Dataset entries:
******

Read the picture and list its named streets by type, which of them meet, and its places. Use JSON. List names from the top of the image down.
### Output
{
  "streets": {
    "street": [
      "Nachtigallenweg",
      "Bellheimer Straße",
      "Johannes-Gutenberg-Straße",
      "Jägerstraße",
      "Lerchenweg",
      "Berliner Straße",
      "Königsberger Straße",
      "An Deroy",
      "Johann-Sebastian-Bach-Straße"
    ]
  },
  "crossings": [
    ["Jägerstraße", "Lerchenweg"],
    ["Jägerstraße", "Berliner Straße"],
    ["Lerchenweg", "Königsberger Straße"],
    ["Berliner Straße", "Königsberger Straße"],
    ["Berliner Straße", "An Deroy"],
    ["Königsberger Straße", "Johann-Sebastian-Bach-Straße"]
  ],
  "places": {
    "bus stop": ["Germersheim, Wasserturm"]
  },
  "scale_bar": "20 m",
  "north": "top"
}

******

__Try it__. Quote every line of the data, word for word.

__Solution to this problem__.
Read the picture and list its named streets by type, which of them meet, and its places. Use JSON. List names from the top of the image down.
### Output
{
  "streets": {
    "street": [
      "Nachtigallenweg",
      "Bellheimer Straße",
      "Johannes-Gutenberg-Straße",
      "Jägerstraße",
      "Lerchenweg",
      "Berliner Straße",
      "Königsberger Straße",
      "An Deroy",
      "Johann-Sebastian-Bach-Straße"
    ]
  },
  "crossings": [
    ["Jägerstraße", "Lerchenweg"],
    ["Jägerstraße", "Berliner Straße"],
    ["Lerchenweg", "Königsberger Straße"],
    ["Berliner Straße", "Königsberger Straße"],
    ["Berliner Straße", "An Deroy"],
    ["Königsberger Straße", "Johann-Sebastian-Bach-Straße"]
  ],
  "places": {
    "bus stop": ["Germersheim, Wasserturm"]
  },
  "scale_bar": "20 m",
  "north": "top"
}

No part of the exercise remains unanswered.